The CARI series outputs effective dose, denoted E, in sieverts. Effective dose is not a measurement; it is a calculated whole-body equivalent that accounts for (a) the radiation type's biological effectiveness via radiation weighting factor wR, and (b) the differential radio-sensitivity of organs via tissue weighting factor wT. We use ICRP Publication 103 (2007) wT values, which superseded ICRP Publication 60 (1990).
The key ICRP-103 wT revisions from ICRP-60: gonads dropped from 0.20 to 0.08, breast rose from 0.05 to 0.12, brain raised explicitly to 0.01 (was in the remainder under ICRP-60). For typical cruise altitudes and mixed cosmic-ray fields, ICRP-103 weighting yields E values within roughly 10–15% of ICRP-60 weighting for the same physical fluence, but the direction of the correction depends on the radiation field composition. We always cite ICRP-103.
The whole form is one flight, with no account to create.
The PDF contains the following derived quantities, each computed as documented below:
| Metric | How we compute it |
|---|---|
| Single-flight effective dose (µSv) | CARI-7 output for the route (O/D great circle) at the entered cruise altitude, integrated over the flight time. Round-trip is twice the one-way figure. |
| Everyday comparisons | The flight dose placed against a chest X-ray (~100 µSv), a dental bitewing (~5 µSv), and a year of US natural background (~3 mSv), from ICRP and NCRP-184 reference tables. |
| Annualised dose (if a frequency is given) | Single-flight dose × times-per-year. Reported in mSv and placed against the ICRP-103 public reference level of 1 mSv/yr. |
| ICRP-103 reference-level comparisons | The flight (and annualised total, if given) against (a) ICRP-103 public 1 mSv/yr, (b) pregnancy 1 mSv across gestation, (c) FAA aircrew action level 6 mSv/yr (NCRP Report 132 / FAA AC 120-61B), (d) ICRP-103 occupational 5-yr averaged 20 mSv/yr. |
| Pregnancy note | For a pregnant traveller: the flight and any annualised total compared against the ICRP-103 fetus reference of 1 mSv across the remainder of pregnancy (ICRP-103 §5.4.2), with a pointer to consult an obstetrician (ACOG Committee Opinion 656). |
The CARI series has been validated against a large set of in-flight neutron and ionising-radiation measurements (Friedberg & Copeland and colleagues, multiple decades of papers; see sources). The model's stated uncertainty for galactic cosmic-ray-driven effective dose at typical cruise altitudes is on the order of ±25% (2σ) when compared to instrumented measurements. We carry this band through the report: a value of "5.4 mSv/yr" should be read as "approximately 4 to 7 mSv/yr at the 2σ level". The polar-route attribution metric is less precise because the geomagnetic-cutoff transition is gradual rather than a hard 60° step, but the qualitative finding (polar segments dominate transatlantic dose) holds across implementations.

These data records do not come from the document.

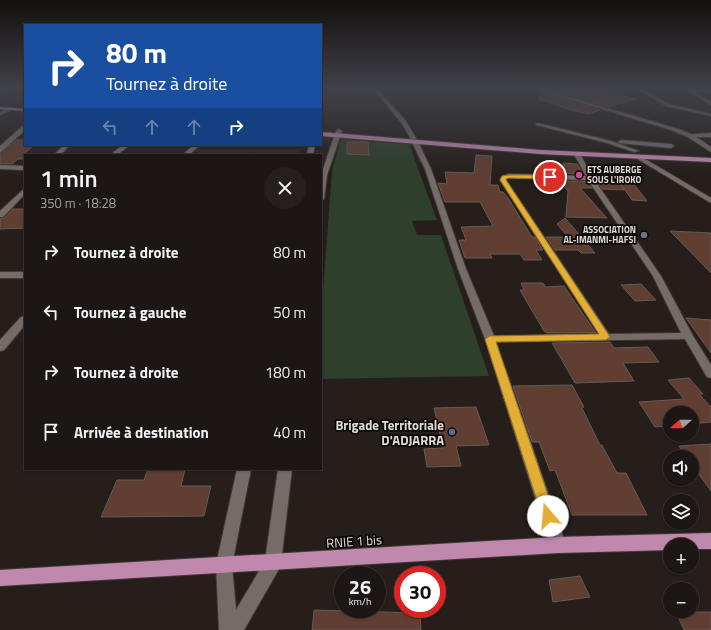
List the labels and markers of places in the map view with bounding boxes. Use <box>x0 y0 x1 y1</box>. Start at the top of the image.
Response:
pin <box>533 160 567 194</box>
place label: ETS AUBERGE SOUS L'IROKO <box>587 163 642 186</box>
marker: ETS AUBERGE SOUS L'IROKO <box>574 170 584 180</box>
place label: ASSOCIATION AL-IMANMI-HAFSI <box>563 223 636 246</box>
marker: ASSOCIATION AL-IMANMI-HAFSI <box>639 230 649 240</box>
place label: Brigade Territoriale D'ADJARRA <box>335 415 444 450</box>
marker: Brigade Territoriale D'ADJARRA <box>447 427 457 437</box>

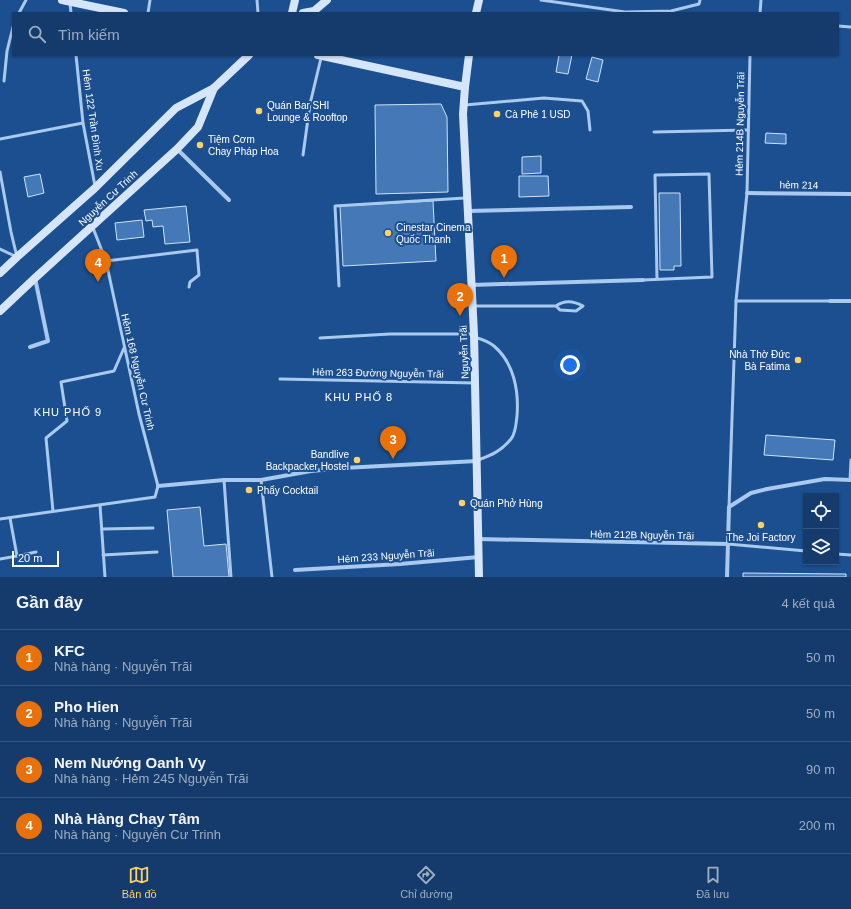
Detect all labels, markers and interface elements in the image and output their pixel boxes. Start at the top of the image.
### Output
search box [12,12,839,56]
icon: search [26,23,48,45]
text: Tìm kiếm [58,26,120,43]
street label: Hẻm 122 Trần Ðình Xu [80,69,106,171]
street label: Hẻm 214B Nguyễn Trãi [733,72,746,176]
place label: Quán Bar SHI Lounge & Rooftop [267,100,348,123]
marker: Quán Bar SHI Lounge & Rooftop [254,106,264,116]
marker: Cà Phê 1 USD [492,109,502,119]
place label: Cà Phê 1 USD [505,109,571,120]
place label: Tiệm Cơm Chay Pháp Hoa [208,134,279,157]
marker: Tiệm Cơm Chay Pháp Hoa [195,140,205,150]
street label: Nguyễn Cư Trinh [76,167,140,228]
street label: hẻm 214 [779,179,819,191]
place label: Cinestar Cinema Quốc Thanh [396,222,471,245]
marker: Cinestar Cinema Quốc Thanh [383,228,393,238]
pin: 1 [491,245,517,278]
pin: 4 [85,249,111,282]
pin: 2 [447,283,473,316]
street label: Hẻm 168 Nguyễn Cư Trinh [119,312,158,431]
street label: Nguyễn Trãi [457,325,470,379]
place label: Nhà Thờ Đức Bà Fatima [729,349,790,372]
your location [560,355,580,375]
marker: Nhà Thờ Đức Bà Fatima [793,355,803,365]
street label: Hẻm 263 Đường Nguyễn Trãi [312,365,444,380]
district label: KHU PHỐ 8 [325,390,393,403]
district label: KHU PHỐ 9 [34,405,102,418]
pin: 3 [380,426,406,459]
place label: Bandlive Backpacker Hostel [266,449,349,472]
marker: Bandlive Backpacker Hostel [352,455,362,465]
marker: Phẩy Cocktail [244,485,254,495]
place label: Phẩy Cocktail [257,485,318,496]
map controls [803,493,839,565]
button: locate [803,493,839,529]
marker: Quán Phở Hùng [457,498,467,508]
place label: Quán Phở Hùng [470,498,543,509]
marker: The Joi Factory [756,520,766,530]
street label: Hẻm 212B Nguyễn Trãi [590,528,694,541]
button: layers [803,529,839,565]
place label: The Joi Factory [727,532,795,543]
street label: Hẻm 233 Nguyễn Trãi [337,546,435,565]
scale bar [12,549,59,568]
text: 20 m [18,552,42,564]
text: Gần đây [16,593,83,612]
text: 4 kết quả [782,596,835,611]
text: KFC [54,642,85,659]
text: 1 [25,650,33,665]
text: 50 m [806,650,835,665]
text: Nhà hàng · Nguyễn Trãi [54,659,192,674]
text: Pho Hien [54,698,119,715]
text: 2 [25,706,33,721]
text: 50 m [806,706,835,721]
text: Nhà hàng · Nguyễn Trãi [54,715,192,730]
text: Nem Nướng Oanh Vy [54,754,206,771]
text: 3 [25,762,33,777]
text: 90 m [806,762,835,777]
text: Nhà hàng · Hẻm 245 Nguyễn Trãi [54,771,248,786]
text: Nhà Hàng Chay Tâm [54,810,200,827]
text: 4 [25,818,33,833]
text: 200 m [799,818,835,833]
text: Nhà hàng · Nguyễn Cư Trinh [54,827,221,842]
tab: Bản đồ [122,864,157,900]
tab: Chỉ đường [400,864,453,900]
tab: Đã lưu [696,864,729,900]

The CARI-7A heliocentric-potential tables are updated by FAA CAMI as new neutron-monitor data become available. We pull the latest published tables monthly. The ICRP-103 weighting factors are static; ICRP-103 has been the operative recommendation since 2007 and a successor publication is not yet in force. NCRP Report 160 background-dose values reflect 2006 US-population averages and have not been formally superseded.
Every report PDF lists the exact CARI-7A version used, the heliocentric potential table month, and the ICRP-103 wT set. A reader with access to the public CARI-7A web tool can reproduce every per-segment number on the report.

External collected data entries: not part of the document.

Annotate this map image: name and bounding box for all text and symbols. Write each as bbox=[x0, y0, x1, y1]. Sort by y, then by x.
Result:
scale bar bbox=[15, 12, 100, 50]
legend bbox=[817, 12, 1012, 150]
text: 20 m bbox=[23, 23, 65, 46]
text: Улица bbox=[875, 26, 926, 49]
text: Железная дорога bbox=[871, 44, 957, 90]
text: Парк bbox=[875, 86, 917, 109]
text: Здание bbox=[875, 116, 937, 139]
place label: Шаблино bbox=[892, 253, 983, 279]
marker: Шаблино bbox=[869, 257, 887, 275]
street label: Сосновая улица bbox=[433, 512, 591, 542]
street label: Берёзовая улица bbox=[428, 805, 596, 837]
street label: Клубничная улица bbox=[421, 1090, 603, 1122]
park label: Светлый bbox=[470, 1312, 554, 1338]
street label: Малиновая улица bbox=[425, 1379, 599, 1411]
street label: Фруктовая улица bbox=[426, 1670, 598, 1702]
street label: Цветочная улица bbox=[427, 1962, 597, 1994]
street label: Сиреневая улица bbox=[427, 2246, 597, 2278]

FlightRadiation reports are an educational dose estimate. They are not a medical diagnosis, an occupational dosimetry record for regulatory purposes, or a substitute for an employer's dosimetry program. We are not affiliated with the FAA, ICRP, NCRP, NOAA or any other agency. If your work or health situation depends on a certified dose record, consult your employer's radiation-safety officer or an occupational-medicine physician.